Rilo Kiley won the fussy hearts of indie rock eggheads with three albums’ worth of extremely pleasant and progressively more polished folk-pop. Often standing just outside the stories she wove -- “It wasn’t me, I wasn’t there, I was just watching from over here,” reads a particularly telling lyric from her 2006 solo album, “Rabbit Fur Coat” -- Lewis dissected the romantic foibles of chronic overthinkers. Her voice was like orange sherbet: cool, sweet, a bit old-fashioned. The music was intellectually driven too, an amalgam of vintage moves and clever little gestures.
As satisfying as this sound was for lovers of sophisticated songcraft, it became limiting. Lewis eventually found herself writing differently, exploring how a strong groove or rousing arrangement can reshape the meaning of words. She also became more interested in music’s erotic pull. Perhaps tired of constantly being labeled an “indie pinup,” she came up with songs like “Smoke Detector” and “Close Call,” which demanded more openly sensual performances even as they explored the costs of putting one’s sexuality on the line.

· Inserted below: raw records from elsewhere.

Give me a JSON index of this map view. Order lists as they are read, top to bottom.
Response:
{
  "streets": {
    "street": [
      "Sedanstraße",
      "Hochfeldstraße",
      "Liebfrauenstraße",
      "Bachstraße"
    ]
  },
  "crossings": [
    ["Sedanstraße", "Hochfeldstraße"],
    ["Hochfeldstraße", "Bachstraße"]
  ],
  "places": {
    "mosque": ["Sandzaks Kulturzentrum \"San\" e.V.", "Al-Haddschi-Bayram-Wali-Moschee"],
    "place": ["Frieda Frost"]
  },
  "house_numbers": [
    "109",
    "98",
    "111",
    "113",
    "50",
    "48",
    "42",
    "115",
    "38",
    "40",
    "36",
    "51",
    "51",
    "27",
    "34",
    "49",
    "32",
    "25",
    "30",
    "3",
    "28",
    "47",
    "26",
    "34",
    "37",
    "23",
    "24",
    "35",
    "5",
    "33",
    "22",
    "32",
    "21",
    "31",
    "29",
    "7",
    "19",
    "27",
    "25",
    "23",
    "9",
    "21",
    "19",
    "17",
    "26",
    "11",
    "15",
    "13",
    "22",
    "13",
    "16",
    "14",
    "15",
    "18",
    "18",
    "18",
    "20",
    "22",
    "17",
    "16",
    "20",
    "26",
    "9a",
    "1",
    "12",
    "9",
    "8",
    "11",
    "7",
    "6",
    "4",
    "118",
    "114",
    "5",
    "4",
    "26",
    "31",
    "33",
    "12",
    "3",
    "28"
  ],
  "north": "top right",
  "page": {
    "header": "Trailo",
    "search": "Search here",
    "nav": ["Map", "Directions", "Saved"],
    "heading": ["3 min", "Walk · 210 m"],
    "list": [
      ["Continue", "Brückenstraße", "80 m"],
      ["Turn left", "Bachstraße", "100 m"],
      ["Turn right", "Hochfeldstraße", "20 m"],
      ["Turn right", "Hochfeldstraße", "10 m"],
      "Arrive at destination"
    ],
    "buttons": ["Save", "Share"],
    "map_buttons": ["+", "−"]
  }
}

Some fans have expressed bafflement, even rage, over this new direction. The message boards on the popular fan forum rilokiley.net overflow with arguments about whether the tracks that have made it to the Internet can even be classified as Rilo Kiley songs. Some posters have compared them to the work of Gwen Stefani and Fergie. That’s an inaccurate description but not shocking, since “Blacklight” producers Mike Elizondo and Jason Lader have worked with major pop stars including Stefani, Eminem and Maroon 5.

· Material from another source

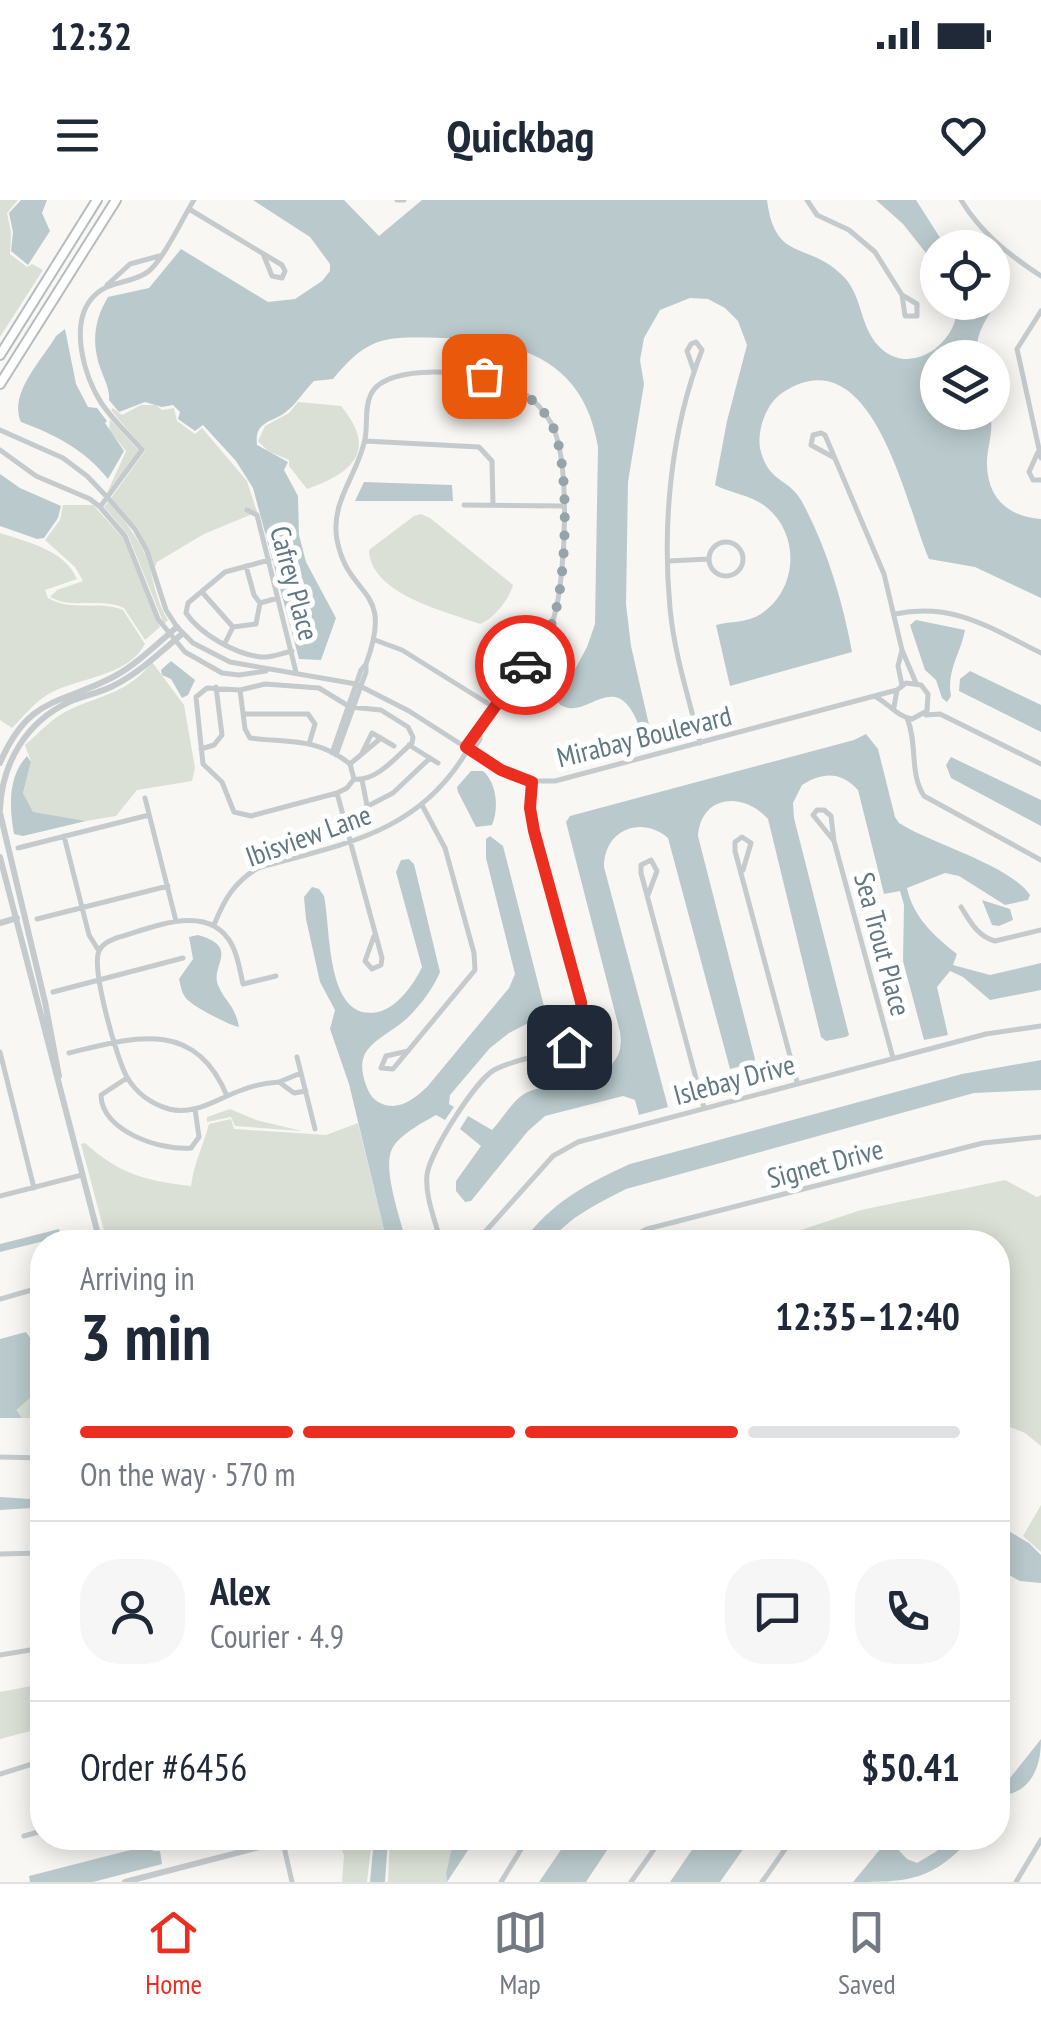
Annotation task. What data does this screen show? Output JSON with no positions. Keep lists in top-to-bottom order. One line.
{"streets":{"street":["Cafrey Place","Mirabay Boulevard","Ibisview Lane","Sea Trout Place","Islebay Drive","Signet Drive"]},"crossings":[["Cafrey Place","Mirabay Boulevard"],["Mirabay Boulevard","Ibisview Lane"],["Sea Trout Place","Islebay Drive"]],"page":{"status":"12:32","header":"Quickbag","heading":["3 min","Arriving in","12:35–12:40"],"panel":["Alex","Courier · 4.9","Order #6456","$50.41"],"bar":"On the way · 570 m","tabs":["Home","Map","Saved"]}}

“Smoke Detector” is a good example of the evolution “Blacklight” represents. The song’s lyrics are simple and direct, a self-aware play of clichés about “hot” women; musical puns like Lewis’ go-go girl vocals and a bed of hip-shaking handclaps amplify its impact. Like most of the standout tracks on “Blacklight,” it’s not just a compelling story with some pleasant music to hold it up. It’s an exploration of the chemical equilibrium of music and words.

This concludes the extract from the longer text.